1. | Summary of Significant Accounting Policies |
The accompanying financial statements are unaudited and were prepared from our records. We derived the consolidated balance sheet as of December 31, 2008, from the audited financial statements filed in our 2008 Annual Report on Form 10-K. Because this is an interim period filing presented using a condensed format, it does not include all of the disclosures required by U.S. generally accepted accounting principles (“GAAP”). You should read this Quarterly Report on Form 10-Q along with our 2008 Annual Report on Form 10-K, which contains a summary of our significant accounting policies and other disclosures. In our opinion, we have made all adjustments which are of a normal, recurring nature to fairly present our interim period results. Information for interim periods may not be indicative of our operating results for the entire year. Additionally, our financial statements for prior periods include reclassifications that were made to conform to the current period presentation. Those reclassifications did not impact our reported net loss, members’ equity, or net cash flows.
As of June 30, 2009, our significant accounting policies are consistent with those discussed in Note 1 of our consolidated financial statements contained in our 2008 Annual Report on Form 10-K.

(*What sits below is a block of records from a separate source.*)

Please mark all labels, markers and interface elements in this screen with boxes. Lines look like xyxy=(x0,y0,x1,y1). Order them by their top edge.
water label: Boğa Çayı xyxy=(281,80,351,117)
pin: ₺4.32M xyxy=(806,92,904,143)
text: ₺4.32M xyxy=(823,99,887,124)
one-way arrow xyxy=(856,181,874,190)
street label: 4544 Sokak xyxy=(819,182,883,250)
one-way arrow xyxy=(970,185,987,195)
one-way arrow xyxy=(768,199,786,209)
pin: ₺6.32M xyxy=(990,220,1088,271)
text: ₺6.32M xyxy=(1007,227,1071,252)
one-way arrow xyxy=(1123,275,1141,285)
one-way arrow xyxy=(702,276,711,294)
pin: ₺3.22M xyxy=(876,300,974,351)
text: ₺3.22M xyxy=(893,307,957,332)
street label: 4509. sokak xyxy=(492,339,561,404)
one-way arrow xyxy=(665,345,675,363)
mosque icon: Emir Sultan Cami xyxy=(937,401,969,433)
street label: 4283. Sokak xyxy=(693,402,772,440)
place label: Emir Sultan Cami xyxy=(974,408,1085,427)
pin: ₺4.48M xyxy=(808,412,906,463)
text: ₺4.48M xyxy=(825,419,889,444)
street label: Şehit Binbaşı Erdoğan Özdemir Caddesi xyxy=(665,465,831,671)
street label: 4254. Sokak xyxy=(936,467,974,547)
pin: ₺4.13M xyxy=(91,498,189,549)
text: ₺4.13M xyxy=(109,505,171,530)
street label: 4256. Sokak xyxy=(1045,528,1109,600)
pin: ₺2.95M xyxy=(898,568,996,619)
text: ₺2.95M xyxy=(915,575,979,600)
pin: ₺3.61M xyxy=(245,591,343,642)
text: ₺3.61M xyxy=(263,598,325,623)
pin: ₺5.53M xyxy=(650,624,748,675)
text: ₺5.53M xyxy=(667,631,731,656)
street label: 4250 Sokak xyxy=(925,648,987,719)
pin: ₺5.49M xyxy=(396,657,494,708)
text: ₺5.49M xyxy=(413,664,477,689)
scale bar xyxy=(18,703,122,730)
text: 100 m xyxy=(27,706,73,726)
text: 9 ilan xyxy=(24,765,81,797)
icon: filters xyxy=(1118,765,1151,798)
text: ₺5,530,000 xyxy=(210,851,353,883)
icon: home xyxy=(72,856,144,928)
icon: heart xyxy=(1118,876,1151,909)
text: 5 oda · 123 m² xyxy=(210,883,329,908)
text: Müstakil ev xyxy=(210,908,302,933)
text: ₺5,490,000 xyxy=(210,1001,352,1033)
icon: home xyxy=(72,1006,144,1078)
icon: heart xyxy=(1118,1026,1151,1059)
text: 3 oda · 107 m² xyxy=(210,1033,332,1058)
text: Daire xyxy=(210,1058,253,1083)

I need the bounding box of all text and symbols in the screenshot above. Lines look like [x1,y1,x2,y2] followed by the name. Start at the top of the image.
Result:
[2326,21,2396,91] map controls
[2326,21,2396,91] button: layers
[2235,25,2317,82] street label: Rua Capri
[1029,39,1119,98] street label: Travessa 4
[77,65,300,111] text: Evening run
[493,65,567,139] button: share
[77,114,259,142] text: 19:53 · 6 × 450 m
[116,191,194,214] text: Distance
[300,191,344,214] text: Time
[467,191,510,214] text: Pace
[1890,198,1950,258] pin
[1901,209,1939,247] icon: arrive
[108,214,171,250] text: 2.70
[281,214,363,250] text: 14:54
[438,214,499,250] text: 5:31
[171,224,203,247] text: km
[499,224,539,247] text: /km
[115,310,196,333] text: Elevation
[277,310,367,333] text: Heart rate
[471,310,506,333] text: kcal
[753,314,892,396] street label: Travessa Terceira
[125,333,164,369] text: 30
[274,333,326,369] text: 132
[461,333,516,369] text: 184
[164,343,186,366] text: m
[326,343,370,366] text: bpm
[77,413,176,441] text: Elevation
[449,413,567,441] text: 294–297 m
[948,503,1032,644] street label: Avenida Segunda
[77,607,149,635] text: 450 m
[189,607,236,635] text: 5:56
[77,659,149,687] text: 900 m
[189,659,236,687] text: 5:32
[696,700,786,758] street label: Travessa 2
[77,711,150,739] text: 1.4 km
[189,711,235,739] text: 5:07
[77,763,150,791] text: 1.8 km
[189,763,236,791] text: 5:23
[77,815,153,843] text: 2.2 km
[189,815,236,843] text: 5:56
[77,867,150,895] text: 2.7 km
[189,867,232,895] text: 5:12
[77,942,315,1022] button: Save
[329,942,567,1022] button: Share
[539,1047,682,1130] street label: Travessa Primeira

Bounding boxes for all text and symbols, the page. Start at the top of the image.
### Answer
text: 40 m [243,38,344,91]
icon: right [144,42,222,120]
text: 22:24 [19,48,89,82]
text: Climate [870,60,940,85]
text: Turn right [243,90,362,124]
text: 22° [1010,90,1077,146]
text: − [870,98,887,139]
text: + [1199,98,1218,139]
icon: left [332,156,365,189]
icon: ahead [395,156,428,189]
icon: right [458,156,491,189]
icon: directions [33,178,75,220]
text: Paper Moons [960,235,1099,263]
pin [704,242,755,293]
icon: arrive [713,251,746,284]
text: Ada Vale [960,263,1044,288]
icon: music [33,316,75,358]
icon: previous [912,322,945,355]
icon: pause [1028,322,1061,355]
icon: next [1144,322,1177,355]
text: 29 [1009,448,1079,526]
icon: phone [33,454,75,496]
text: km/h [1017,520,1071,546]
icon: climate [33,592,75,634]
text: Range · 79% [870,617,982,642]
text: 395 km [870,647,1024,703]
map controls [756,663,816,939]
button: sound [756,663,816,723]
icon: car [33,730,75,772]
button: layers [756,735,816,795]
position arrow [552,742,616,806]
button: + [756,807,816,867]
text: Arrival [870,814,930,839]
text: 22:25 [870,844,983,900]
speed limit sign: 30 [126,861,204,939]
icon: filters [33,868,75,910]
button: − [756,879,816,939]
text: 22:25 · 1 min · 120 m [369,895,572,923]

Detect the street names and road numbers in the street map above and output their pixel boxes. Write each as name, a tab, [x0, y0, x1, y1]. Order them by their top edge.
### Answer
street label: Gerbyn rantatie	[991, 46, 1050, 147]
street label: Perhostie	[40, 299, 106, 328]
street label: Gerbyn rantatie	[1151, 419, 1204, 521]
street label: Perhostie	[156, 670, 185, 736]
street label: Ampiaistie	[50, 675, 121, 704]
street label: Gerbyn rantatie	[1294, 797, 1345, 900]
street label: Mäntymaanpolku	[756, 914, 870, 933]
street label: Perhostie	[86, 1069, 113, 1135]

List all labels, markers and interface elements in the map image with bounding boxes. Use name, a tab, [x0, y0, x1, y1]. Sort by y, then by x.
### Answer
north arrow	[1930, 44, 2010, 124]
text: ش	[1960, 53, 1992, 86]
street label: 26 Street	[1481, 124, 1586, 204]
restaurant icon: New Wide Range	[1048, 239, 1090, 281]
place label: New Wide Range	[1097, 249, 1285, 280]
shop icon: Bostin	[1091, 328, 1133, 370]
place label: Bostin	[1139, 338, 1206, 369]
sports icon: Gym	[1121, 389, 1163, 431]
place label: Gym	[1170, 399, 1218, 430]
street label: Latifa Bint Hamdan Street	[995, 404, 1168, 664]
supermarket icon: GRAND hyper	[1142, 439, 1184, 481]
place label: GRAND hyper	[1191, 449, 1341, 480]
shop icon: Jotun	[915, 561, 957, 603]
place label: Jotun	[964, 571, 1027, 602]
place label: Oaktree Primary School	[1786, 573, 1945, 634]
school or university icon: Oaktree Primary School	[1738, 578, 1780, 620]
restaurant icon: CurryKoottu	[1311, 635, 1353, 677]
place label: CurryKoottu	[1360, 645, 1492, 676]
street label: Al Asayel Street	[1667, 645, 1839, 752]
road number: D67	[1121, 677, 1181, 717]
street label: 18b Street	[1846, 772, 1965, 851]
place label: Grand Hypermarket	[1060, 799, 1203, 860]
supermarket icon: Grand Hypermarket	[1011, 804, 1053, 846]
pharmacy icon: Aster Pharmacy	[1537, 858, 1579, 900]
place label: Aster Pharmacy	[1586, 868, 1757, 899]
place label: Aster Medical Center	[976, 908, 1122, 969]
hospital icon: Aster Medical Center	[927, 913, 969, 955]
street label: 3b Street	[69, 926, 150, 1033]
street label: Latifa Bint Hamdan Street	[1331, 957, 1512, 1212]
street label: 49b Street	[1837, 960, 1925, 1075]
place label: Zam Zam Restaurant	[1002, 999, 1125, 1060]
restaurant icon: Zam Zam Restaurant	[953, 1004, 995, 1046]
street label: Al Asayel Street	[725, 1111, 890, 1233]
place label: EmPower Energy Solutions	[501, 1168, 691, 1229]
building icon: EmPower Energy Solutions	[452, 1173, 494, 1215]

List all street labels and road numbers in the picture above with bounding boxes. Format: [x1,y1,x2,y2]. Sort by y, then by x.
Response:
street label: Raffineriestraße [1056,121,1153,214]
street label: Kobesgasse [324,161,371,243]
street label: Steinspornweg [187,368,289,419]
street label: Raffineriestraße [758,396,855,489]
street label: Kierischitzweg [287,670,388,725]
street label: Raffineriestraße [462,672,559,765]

(a) | Basis of Presentation and Principles of Consolidation: |
The consolidated financial statements as of June 30, 2009 and December 31, 2008 and for the three and six months ended June 30, 2009 and 2008 include our accounts and those of our wholly owned subsidiaries. We present our financial statements in accordance with GAAP. All intercompany transactions and balances have been eliminated upon consolidation.
(b) | Recently Adopted Accounting Pronouncements: |
On January 1, 2008, we adopted Statement of Financial Accounting Standards No. 157 “Fair Value Measurements” (“SFAS 157”) as it relates to financial assets and financial liabilities. In February 2008, the Financial Accounting Standards Board (FASB) issued FASB Staff Position No. FAS 157-2, “Effective Date of FASB Statement No. 157” (“FSP 157-2”), which delayed the effective date of SFAS 157 for all non-financial assets and non-financial liabilities, except those that are recognized or disclosed at fair value in the financial statements on at least an annual basis, until January 1, 2009 for calendar year-end entities. Also in February 2008, the FASB issued FASB Staff Position No. FAS 157-1, “Application of FASB Statement No. 157 to FASB Statement No. 13 and Other Accounting Pronouncements That Address Fair Value Measurements for Purposes of Lease Classification or Measurement under Statement 13” (“FSP 157-1”), which states that Statement of Financial Accounting Standards No. 13, “Accounting for Leases,” (“SFAS 13”) and other accounting pronouncements that address fair value measurements for purposes of lease classification or measurement under SFAS 13 are excluded from the provisions of SFAS 157, except for assets and liabilities related to leases assumed in a business combination that are required to be measured at fair value under Statement of Financial Accounting Standards No. 141, “Business Combinations,” (“SFAS 141”) or Statement of Financial Accounting Standards No. 141 (revised 2007), “Business Combinations,” (“SFAS 141(R)”). In October 2008, the FASB issued FASB Staff Position No. FAS 157-3, “Determining the Fair value of a Financial Asset in a Market That Is Not Active” (“FSP 157-3”), which clarifies the application of SFAS 157 when the market of a financial asset is inactive and provides an example to illustrate key considerations in determining the fair value of a financial asset when the market for that financial asset is not active. The guidance in FSP 157-3 was effective immediately upon issuance and had no impact on our consolidated financial statements.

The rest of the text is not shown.